▶ **What to produce**
Which lines in the records below contain the word "sizing"? Report each of them.

▶ **Dataset excerpts**
#####
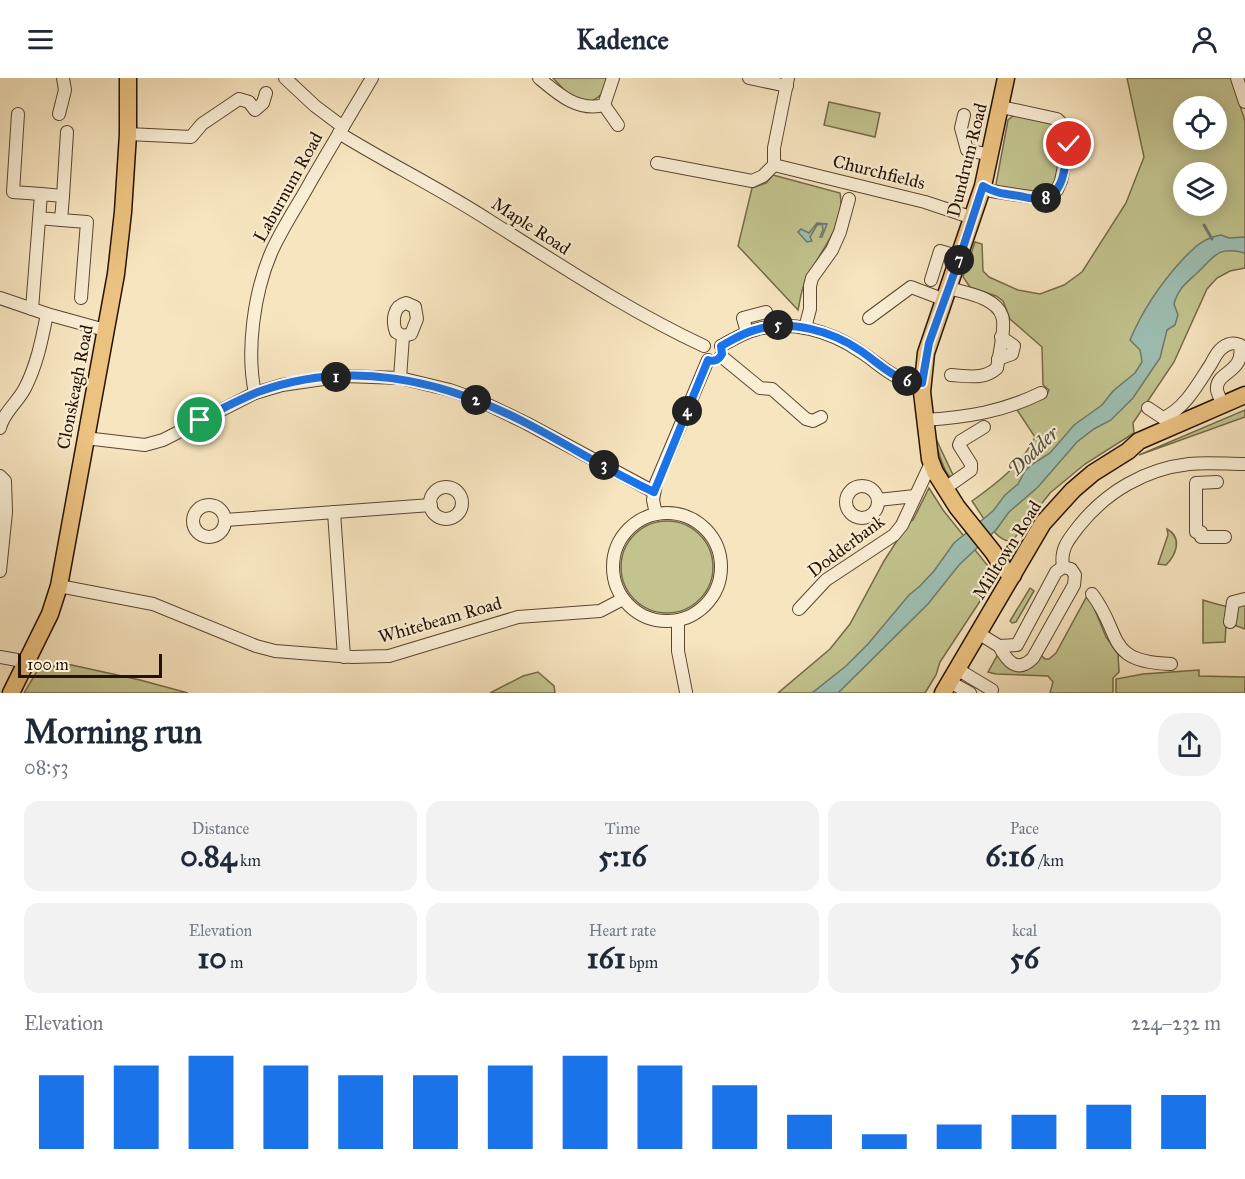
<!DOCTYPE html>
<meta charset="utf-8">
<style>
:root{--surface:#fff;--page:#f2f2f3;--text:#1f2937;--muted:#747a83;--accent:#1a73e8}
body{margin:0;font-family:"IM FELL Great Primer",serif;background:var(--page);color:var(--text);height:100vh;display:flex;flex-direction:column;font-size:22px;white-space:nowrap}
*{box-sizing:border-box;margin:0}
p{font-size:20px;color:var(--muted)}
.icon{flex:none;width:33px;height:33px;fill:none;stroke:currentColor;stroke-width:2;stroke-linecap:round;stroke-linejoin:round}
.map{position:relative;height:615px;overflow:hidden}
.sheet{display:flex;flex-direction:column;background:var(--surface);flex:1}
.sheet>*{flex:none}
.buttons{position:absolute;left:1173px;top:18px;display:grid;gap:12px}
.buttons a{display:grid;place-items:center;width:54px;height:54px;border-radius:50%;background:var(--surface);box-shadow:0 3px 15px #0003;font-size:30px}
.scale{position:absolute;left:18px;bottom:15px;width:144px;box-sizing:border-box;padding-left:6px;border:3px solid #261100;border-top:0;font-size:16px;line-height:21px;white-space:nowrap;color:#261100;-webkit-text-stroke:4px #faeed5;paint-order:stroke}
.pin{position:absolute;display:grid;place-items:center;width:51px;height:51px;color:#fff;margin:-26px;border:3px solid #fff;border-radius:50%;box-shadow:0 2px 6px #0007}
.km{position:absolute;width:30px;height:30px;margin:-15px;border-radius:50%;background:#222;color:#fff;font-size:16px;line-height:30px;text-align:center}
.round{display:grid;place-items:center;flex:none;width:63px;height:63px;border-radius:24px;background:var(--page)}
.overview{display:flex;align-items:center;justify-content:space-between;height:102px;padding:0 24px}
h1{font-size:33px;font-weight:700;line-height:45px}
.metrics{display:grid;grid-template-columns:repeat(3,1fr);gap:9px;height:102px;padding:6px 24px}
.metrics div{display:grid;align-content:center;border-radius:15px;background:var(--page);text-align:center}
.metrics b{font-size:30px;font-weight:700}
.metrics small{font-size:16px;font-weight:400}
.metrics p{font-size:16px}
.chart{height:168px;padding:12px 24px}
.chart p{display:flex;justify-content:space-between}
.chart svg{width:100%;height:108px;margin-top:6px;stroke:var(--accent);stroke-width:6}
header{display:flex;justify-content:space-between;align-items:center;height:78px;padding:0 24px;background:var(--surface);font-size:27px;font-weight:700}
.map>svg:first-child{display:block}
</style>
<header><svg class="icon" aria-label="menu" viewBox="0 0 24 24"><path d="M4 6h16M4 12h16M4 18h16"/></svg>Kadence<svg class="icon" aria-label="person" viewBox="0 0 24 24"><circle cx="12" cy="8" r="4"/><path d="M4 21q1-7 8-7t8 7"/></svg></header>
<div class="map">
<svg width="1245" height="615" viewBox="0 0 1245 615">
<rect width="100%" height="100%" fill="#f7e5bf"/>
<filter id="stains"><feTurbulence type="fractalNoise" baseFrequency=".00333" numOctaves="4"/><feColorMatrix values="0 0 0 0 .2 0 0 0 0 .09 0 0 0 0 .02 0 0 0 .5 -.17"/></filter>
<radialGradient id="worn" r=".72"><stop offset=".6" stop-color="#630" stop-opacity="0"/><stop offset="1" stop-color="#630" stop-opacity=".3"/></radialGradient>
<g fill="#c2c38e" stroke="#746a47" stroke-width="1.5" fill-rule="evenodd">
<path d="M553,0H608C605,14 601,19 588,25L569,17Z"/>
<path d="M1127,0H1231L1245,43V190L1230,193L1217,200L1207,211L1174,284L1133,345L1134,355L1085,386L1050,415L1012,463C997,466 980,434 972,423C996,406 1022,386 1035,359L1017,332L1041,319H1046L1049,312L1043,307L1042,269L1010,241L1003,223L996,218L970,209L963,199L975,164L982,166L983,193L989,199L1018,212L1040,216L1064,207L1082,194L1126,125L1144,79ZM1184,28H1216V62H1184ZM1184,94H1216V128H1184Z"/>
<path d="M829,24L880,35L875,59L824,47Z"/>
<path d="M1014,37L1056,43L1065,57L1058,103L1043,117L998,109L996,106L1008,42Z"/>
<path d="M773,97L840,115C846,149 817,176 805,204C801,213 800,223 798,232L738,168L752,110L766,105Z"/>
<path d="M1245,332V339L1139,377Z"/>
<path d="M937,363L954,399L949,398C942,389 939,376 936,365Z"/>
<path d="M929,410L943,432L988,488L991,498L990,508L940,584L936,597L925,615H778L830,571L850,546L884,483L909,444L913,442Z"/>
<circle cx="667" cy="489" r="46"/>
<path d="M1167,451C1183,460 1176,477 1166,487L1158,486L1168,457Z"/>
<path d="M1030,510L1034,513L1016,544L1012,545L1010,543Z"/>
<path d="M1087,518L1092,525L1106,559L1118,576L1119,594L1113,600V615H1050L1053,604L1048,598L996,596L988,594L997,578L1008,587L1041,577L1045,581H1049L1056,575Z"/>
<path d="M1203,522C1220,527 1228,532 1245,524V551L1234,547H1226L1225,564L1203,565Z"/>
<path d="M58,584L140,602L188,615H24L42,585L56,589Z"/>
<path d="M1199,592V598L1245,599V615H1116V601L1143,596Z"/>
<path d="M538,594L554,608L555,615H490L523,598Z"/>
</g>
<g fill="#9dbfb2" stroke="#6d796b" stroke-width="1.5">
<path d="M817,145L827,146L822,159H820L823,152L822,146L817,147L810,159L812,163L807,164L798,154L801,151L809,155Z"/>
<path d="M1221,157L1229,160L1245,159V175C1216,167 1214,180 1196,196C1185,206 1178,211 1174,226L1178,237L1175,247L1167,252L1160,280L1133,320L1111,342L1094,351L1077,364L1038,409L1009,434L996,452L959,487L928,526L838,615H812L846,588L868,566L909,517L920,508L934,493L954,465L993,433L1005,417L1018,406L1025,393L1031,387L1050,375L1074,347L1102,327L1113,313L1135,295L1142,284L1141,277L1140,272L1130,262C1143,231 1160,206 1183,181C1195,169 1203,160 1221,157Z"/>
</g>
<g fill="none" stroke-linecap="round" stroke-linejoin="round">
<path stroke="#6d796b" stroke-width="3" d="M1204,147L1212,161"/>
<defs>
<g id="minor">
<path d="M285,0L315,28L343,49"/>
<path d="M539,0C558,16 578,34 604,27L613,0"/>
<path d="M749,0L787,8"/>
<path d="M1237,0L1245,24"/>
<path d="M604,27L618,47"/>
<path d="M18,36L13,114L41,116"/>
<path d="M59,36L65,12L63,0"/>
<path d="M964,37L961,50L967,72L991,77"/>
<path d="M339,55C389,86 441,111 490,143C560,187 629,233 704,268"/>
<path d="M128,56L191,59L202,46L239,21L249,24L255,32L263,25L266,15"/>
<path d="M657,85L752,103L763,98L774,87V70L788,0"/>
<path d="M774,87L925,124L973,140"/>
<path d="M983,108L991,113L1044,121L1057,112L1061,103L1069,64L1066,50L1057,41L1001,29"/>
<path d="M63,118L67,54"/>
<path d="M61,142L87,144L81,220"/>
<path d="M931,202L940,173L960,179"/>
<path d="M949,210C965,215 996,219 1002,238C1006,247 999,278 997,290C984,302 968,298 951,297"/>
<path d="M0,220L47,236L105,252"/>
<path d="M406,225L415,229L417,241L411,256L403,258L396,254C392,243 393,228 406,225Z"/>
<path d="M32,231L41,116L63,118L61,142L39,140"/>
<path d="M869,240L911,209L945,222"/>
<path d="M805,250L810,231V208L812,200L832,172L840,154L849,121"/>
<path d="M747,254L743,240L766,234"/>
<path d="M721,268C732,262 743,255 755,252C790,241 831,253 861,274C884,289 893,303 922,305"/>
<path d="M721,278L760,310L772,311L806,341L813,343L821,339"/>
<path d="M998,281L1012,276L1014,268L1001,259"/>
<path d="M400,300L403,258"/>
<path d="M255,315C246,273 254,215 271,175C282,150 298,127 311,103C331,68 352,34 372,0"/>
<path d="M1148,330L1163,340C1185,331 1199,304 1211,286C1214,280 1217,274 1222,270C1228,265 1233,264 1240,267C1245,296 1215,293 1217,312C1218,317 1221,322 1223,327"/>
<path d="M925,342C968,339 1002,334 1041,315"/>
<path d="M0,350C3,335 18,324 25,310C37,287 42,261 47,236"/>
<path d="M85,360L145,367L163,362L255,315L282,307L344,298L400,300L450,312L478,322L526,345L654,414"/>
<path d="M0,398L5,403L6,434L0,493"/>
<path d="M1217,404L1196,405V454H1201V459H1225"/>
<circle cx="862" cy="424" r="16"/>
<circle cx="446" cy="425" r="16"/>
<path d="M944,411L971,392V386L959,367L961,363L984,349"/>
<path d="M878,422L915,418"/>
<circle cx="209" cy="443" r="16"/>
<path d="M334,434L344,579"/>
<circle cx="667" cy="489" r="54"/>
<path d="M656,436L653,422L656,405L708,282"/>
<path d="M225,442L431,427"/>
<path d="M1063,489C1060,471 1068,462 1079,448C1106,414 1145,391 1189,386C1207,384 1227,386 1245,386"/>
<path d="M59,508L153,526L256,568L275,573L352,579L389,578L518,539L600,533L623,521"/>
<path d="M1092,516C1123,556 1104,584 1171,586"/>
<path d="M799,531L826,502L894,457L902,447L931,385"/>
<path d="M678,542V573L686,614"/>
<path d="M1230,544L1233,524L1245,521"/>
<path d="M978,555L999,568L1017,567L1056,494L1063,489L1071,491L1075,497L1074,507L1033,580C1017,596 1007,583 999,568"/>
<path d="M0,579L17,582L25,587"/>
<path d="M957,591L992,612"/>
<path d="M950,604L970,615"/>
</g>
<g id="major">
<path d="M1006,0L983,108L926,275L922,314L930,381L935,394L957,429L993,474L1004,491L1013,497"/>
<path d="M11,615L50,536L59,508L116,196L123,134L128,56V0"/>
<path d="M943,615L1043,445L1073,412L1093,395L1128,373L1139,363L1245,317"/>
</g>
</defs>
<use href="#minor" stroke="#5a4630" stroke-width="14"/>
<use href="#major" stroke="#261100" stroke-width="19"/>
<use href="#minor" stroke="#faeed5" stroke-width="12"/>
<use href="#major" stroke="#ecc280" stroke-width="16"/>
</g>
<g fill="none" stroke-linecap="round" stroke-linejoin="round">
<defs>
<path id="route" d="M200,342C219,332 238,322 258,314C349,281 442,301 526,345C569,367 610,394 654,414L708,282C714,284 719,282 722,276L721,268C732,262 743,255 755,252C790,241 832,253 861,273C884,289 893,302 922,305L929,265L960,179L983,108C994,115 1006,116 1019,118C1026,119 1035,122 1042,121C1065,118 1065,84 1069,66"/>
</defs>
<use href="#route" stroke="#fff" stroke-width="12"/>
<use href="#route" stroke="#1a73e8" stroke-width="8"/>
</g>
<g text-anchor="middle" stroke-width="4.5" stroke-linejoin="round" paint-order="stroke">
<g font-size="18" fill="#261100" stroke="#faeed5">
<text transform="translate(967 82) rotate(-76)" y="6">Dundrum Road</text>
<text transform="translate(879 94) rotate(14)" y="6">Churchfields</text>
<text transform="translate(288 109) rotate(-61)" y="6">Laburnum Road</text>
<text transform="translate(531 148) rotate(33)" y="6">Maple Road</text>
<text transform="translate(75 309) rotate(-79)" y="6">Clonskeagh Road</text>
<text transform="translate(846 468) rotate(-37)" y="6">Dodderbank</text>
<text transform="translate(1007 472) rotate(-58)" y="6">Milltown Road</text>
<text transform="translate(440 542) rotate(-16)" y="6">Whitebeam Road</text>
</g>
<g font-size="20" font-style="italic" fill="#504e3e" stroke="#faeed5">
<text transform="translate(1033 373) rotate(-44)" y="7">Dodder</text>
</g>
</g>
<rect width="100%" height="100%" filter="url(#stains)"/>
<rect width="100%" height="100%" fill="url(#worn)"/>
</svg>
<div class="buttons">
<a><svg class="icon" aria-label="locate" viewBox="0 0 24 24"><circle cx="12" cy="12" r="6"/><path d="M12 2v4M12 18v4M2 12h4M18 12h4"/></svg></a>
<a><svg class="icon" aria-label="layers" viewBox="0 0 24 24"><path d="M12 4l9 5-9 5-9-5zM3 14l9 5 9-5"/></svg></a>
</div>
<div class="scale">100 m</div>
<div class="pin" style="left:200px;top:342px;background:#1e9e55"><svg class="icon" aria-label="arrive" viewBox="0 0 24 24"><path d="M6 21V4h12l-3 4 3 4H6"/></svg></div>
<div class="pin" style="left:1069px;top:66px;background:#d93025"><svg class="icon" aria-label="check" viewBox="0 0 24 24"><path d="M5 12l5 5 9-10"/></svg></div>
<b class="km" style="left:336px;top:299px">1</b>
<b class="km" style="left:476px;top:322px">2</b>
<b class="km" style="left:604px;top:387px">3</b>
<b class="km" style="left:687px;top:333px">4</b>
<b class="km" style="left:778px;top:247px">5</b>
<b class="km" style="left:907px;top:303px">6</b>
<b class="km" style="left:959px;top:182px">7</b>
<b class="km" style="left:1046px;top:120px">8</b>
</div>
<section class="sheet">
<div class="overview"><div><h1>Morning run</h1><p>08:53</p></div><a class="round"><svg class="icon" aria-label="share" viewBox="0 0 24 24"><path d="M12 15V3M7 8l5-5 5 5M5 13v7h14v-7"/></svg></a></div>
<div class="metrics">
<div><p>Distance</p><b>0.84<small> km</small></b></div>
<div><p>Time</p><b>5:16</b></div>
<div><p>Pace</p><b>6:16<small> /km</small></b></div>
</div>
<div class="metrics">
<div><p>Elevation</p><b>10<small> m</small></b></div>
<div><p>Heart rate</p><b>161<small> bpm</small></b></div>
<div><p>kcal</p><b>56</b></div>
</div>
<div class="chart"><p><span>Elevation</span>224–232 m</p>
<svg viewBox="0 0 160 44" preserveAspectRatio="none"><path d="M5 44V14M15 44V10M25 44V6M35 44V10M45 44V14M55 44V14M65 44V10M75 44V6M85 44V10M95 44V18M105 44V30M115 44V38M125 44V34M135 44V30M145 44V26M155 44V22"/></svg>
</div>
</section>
#####
▶ **The completed task**
*{box-sizing:border-box;margin:0}
.scale{position:absolute;left:18px;bottom:15px;width:144px;box-sizing:border-box;padding-left:6px;border:3px solid #261100;border-top:0;font-size:16px;line-height:21px;white-space:nowrap;color:#261100;-webkit-text-stroke:4px #faeed5;paint-order:stroke}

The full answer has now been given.